The 2013 NBA draft will be here and gone before we know it, and on Friday morning, the preparation for the 2014 NBA draft will have officially begun. 

Thursday's draft is considered "weak" by all NBA standards, largely alluded to by the fact that we still don't know who the Cleveland Cavaliers are going to draft just hours before the event officially begins. 

On paper, the 2014 draft is anything but. 

The 60 spots for next year's draft will stay the same, but the players to be chosen in those spots will be vastly different than those who are vying for a spot in the league in this year's version. Just look at the incoming crop of college freshman for a few minutes and you'll understand that the 2014 draft has depth on all sides. 

It might be a little too early to start making projections for the upcoming season or even including these players as future lottery picks, but here's a look at a few prospects of note and others you should follow when college basketball gets underway later this year.  

 

Looking Ahead to Marquee Prospects

PG Marcus Smart, Oklahoma State

Marcus Smart was debating between a return to school and a trip to the NBA before he pulled his name out of the hat, and looking at the team he'll have at Oklahoma State next year, you cannot fault the decision. 

The Sporting News had an interview with the young man earlier this month, and Smart explained the reasons behind his decision to Michael DeCourcy:

He would have been a consensus lottery pick this year, though, and has the skills to play both point and shooting guard at the next level. As a freshman for the Cowboys, he averaged over 15 points, five rebounds, four assists and three steals in 33.5 minutes per game. 

It will be interesting to see how Smart handles the weight of stardom next year, because he'll be like Trey Burke in the sense that he came back for his sophomore season to prove more to himself and his team, and he'll also be a National Player of the Year candidate from Day 1. 

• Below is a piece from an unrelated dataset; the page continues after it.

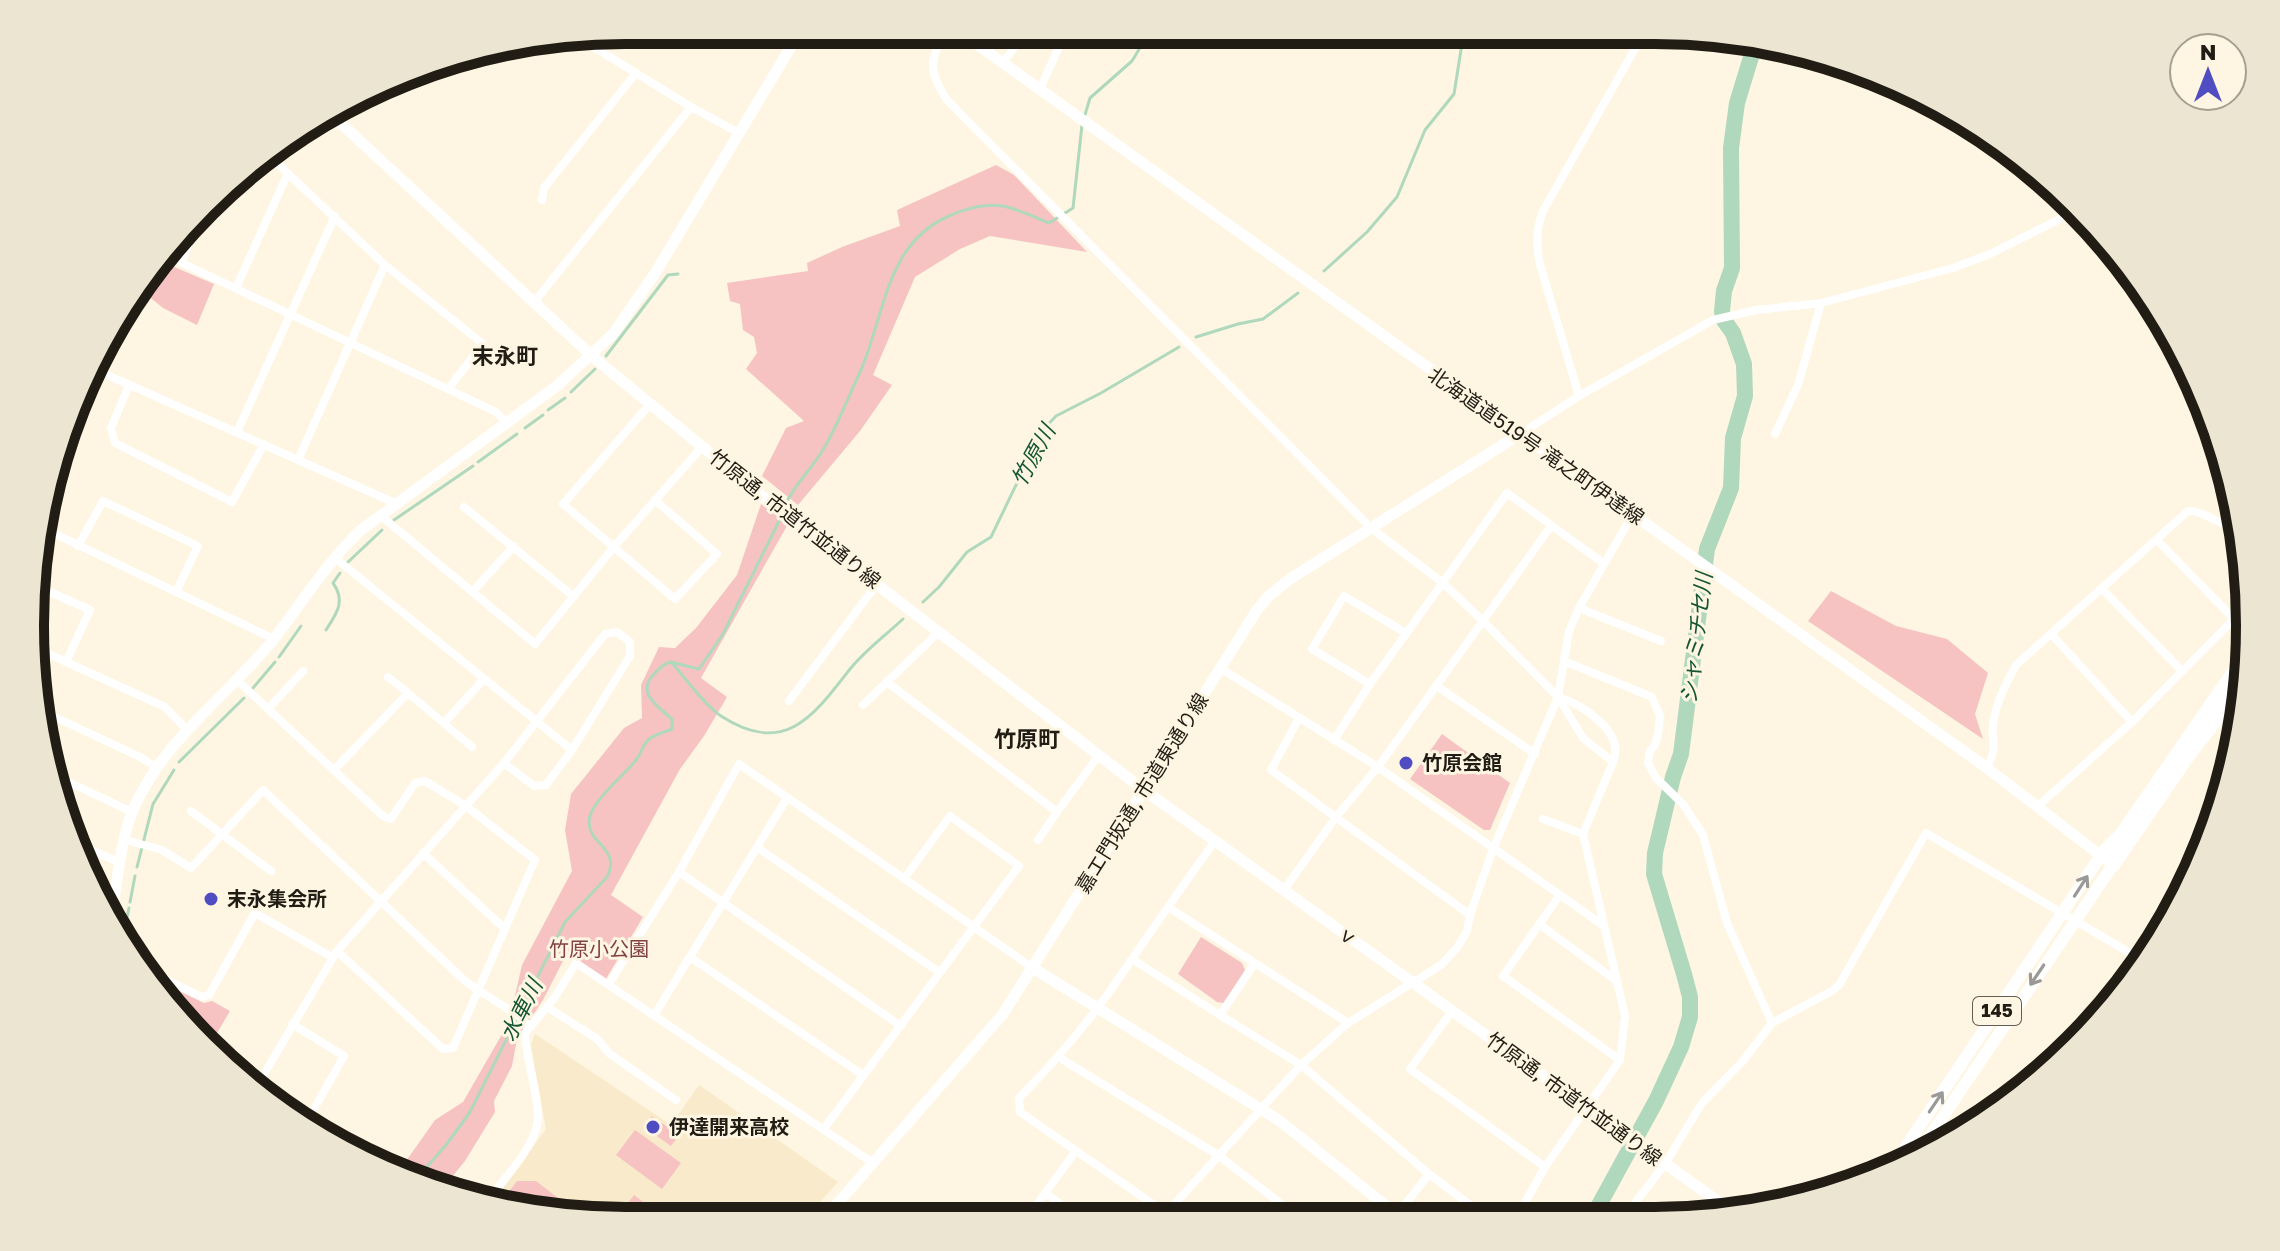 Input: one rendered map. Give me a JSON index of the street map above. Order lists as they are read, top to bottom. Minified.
{"streets":{"main road":["145"],"street":["北海道道519号 滝之町伊達線","竹原通, 市道竹並通り線","嘉エ門坂通, 市道東通り線","ｖ"]},"crossings":[["北海道道519号 滝之町伊達線","嘉エ門坂通, 市道東通り線"],["北海道道519号 滝之町伊達線","145"],["竹原通, 市道竹並通り線","嘉エ門坂通, 市道東通り線"],["竹原通, 市道竹並通り線","ｖ"]],"districts":["末永町","竹原町"],"water":["竹原川","シャミチセ川","水車川"],"parks":["竹原小公園"],"places":["竹原会館","末永集会所","伊達開来高校"],"north":"top"} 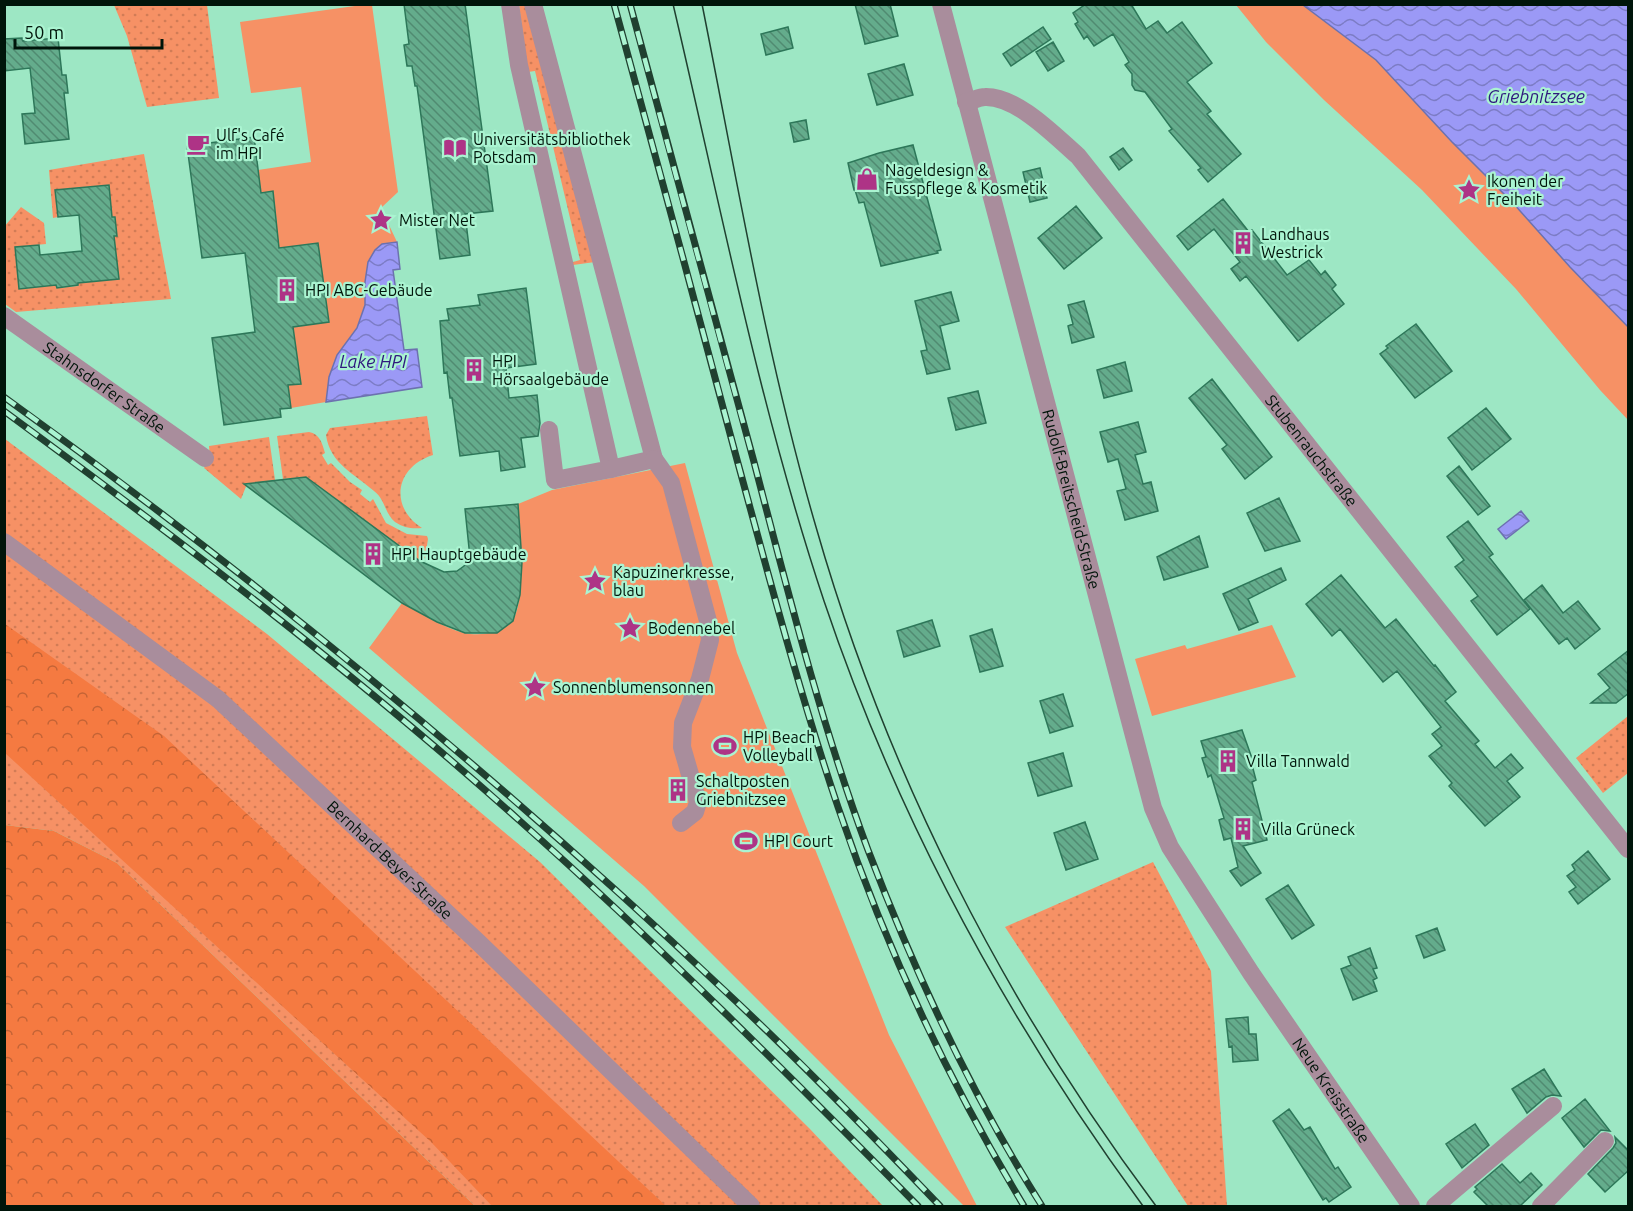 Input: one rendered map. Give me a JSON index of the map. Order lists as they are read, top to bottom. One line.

There's a lot to like about Smart's game, but how it develops next year and the leadership he shows in willing Oklahoma State to a better finish in the NCAA tournament will be better talking points for his future draft stock status. 

 

SF Jerami Grant, Syracuse

Jeff Hanisch-USA TODAY Sports

Jerami Grant isn't marquee just yet, but his measureables, talent and opportunity at Syracuse next season all have a chance to make him a borderline lottery pick in the draft next year. 

Syracuse has been Small Forward University over the past few years, putting out names like Carmelo Anthony, Wesley Johnson, Kris Joseph and James Southerland, all who will likely be playing in the NBA following Thursday night's draft (Southerland is a draft prospect, the other three are already in the league). 

The opportunity to seize Southerland's role in Jim Boeheim's offense will be there. Grant played just over 14 minutes per game as a freshman, totaling 3.9 points and 3.0 rebounds in that span. 

But his shooting percent from the outside (40) and size (6'8" and growing) make him a hot candidate to be a conference standout even before he takes the court for his sophomore season. 

As Donna Ditota noted for Syracuse.com, Grant is being knocked out of the U19 World Championships with an illness, but Syracuse fans can take solace in the idea that he was a hot candidate to be a standout player for the team before that illness set in. 

NBA fans can take solace in it, too, because there's a good chance Grant emerges as a top-notch option in an otherwise depleted Syracuse offense next year. He's got a long line of alumni to look up to, and the skills to eventually be a candidate for the lottery if his game catches up to his projections next season. 

 

SF Andrew Wiggins, Kansas

Andrew Wiggins hasn't even played a minute for Bill Self in a meaningful game, but he's already penciled in as the No. 1 overall pick in the 2014 NBA draft. 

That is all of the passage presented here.